树突棘是神经元可塑性的基本结构单元,促进树突棘重塑的级联反应集中在 Rho GTPases 和肌动蛋白动力学的下游效应物上。在激素替代疗法的模型中,我们通过 cDNA 阵列分析,研究了雌二醇 (E) 和孕酮 (P) 对恒河猴激光捕获 5-羟色胺神经元中这些级联反应的基因表达的影响。对去卵巢恒河猴用硅酮植入物进行安慰剂、E 或 E+P 处理 1 个月,然后安乐死。获得中脑,切片并用色氨酸羟化酶 (TPH) 免疫染色。使用 Arcturus 激光解剖显微镜 (PixCell II) 激光捕获 TPH 阳性神经元。来自激光捕获的 5-羟色胺神经元的 RNA(n=2 只动物/处理)与恒河猴 Affymetrix GeneChips 杂交。

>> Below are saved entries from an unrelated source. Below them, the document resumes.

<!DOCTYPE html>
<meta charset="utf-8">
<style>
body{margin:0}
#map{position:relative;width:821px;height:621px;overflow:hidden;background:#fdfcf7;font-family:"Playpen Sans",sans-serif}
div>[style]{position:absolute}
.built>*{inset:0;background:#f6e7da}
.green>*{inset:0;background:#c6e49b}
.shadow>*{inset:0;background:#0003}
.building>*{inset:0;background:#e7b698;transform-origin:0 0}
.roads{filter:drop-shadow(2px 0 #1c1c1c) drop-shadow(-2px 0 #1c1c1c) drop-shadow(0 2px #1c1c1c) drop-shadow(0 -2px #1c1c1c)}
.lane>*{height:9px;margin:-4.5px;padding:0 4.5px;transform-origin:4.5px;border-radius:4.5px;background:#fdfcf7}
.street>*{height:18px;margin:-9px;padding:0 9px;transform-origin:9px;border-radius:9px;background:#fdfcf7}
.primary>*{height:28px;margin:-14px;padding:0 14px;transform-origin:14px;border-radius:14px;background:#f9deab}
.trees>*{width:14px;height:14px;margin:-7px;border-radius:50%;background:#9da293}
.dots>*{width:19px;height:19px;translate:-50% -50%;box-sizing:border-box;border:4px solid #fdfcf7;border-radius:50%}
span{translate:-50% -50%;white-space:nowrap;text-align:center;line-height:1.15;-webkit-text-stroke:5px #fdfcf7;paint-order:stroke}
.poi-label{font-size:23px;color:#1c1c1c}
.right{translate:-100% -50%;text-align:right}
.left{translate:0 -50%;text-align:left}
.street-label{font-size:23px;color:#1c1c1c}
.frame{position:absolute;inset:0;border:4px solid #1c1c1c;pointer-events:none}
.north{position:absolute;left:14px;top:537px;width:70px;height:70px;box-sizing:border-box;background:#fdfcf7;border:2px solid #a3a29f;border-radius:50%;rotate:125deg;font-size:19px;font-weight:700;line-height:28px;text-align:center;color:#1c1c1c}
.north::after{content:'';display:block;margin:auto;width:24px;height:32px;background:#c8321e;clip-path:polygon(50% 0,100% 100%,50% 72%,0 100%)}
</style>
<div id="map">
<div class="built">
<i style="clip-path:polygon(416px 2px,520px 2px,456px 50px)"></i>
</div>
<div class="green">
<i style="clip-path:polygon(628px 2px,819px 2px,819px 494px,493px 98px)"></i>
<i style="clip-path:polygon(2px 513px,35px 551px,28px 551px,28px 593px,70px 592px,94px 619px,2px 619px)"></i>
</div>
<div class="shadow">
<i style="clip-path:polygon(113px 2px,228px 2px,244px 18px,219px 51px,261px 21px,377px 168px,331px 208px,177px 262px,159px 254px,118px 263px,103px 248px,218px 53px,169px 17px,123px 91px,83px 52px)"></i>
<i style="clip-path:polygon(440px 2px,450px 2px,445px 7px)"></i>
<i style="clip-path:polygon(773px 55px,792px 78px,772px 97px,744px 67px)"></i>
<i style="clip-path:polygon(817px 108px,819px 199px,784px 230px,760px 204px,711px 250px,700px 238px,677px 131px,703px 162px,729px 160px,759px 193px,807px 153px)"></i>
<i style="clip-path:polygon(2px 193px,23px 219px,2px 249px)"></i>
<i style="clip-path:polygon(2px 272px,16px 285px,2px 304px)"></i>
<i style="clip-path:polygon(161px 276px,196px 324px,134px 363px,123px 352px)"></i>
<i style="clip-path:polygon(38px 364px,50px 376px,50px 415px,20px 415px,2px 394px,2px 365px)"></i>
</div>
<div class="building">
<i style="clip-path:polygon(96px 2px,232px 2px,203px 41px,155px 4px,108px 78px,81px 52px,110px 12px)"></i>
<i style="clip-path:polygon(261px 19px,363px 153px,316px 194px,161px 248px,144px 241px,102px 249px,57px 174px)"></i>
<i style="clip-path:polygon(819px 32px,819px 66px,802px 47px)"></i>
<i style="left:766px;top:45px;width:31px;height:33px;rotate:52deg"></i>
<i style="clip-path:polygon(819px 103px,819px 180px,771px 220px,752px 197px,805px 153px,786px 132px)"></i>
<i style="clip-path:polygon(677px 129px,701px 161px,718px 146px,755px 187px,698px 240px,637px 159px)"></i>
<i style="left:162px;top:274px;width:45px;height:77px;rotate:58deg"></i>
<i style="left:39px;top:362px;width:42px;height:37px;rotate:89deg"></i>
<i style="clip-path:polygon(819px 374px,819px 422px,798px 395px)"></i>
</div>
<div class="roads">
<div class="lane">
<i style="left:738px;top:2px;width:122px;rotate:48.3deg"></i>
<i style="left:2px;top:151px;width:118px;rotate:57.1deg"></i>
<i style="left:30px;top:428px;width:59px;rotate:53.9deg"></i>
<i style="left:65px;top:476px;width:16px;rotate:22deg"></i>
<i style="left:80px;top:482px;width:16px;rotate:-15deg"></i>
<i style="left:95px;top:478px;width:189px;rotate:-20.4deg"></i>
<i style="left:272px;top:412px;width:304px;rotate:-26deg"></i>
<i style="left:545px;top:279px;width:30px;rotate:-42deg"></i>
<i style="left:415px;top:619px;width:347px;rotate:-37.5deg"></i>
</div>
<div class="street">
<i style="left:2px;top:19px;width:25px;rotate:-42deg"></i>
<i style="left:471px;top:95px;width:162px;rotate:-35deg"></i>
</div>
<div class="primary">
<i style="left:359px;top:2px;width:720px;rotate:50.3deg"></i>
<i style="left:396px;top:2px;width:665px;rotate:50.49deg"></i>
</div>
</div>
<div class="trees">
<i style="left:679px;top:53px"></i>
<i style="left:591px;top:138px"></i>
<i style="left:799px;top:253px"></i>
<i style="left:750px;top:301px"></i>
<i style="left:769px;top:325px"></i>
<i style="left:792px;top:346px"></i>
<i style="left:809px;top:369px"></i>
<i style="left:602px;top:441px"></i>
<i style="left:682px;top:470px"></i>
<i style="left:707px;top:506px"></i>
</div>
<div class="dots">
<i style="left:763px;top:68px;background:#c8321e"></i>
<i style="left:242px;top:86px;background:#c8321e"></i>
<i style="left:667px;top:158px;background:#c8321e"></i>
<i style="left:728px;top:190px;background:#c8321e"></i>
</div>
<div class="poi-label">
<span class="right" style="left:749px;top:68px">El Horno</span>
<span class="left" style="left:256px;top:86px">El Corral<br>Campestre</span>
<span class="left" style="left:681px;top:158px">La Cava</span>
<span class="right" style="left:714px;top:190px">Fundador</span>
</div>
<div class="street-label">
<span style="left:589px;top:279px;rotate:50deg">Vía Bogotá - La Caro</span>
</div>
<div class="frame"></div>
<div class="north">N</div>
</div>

用 E±P 处理时,有 744 个探针集发生了显著变化(方差分析,P<0.05),但有 10493 个探针集发生了两倍或更多倍的变化。导致树突棘增殖和转化的途径的关键变化包括 Rho GTPases 称为 CDC42、Rac1 和 RhoA 的表达增加两倍或更多倍。此外,肌动蛋白动力学的下游效应物也增加了两倍或更多倍,包括 p21 激活激酶 (PAK1)、Rho 相关卷曲螺旋蛋白激酶 (ROCK)、PIP5K、IRSp53、Wiskott-Aldrich 综合征蛋白 (WASP)、WASP 家族卷曲螺旋同源蛋白 (WAVE)、肌球蛋白轻链 (MLC)、丝切蛋白、凝胶蛋白、原肌球蛋白和肌动蛋白相关蛋白 (ARP) 的三个亚基 2/3。最后,CRIPAK、LIMK2 和肌球蛋白轻链激酶 (MLCK) 的表达减少了两倍或更多倍。用激光捕获的 RNA(n=3 只动物/处理)进行嵌套定量逆转录-PCR 证实了 RhoA、Rac1、CDC42、ROCK、PIP5k、IRSp53、WASP、WAVE、LIMK2、CRIPAK1、MLCK、ARP2/3 亚基 3、凝胶蛋白、原肌球蛋白和丝切蛋白的调节。数据表明,卵巢类固醇靶向 Rho GTPases 和关键下游蛋白的基因表达,这反过来又会促进背缝核 5-羟色胺神经元的树突棘增殖和稳定。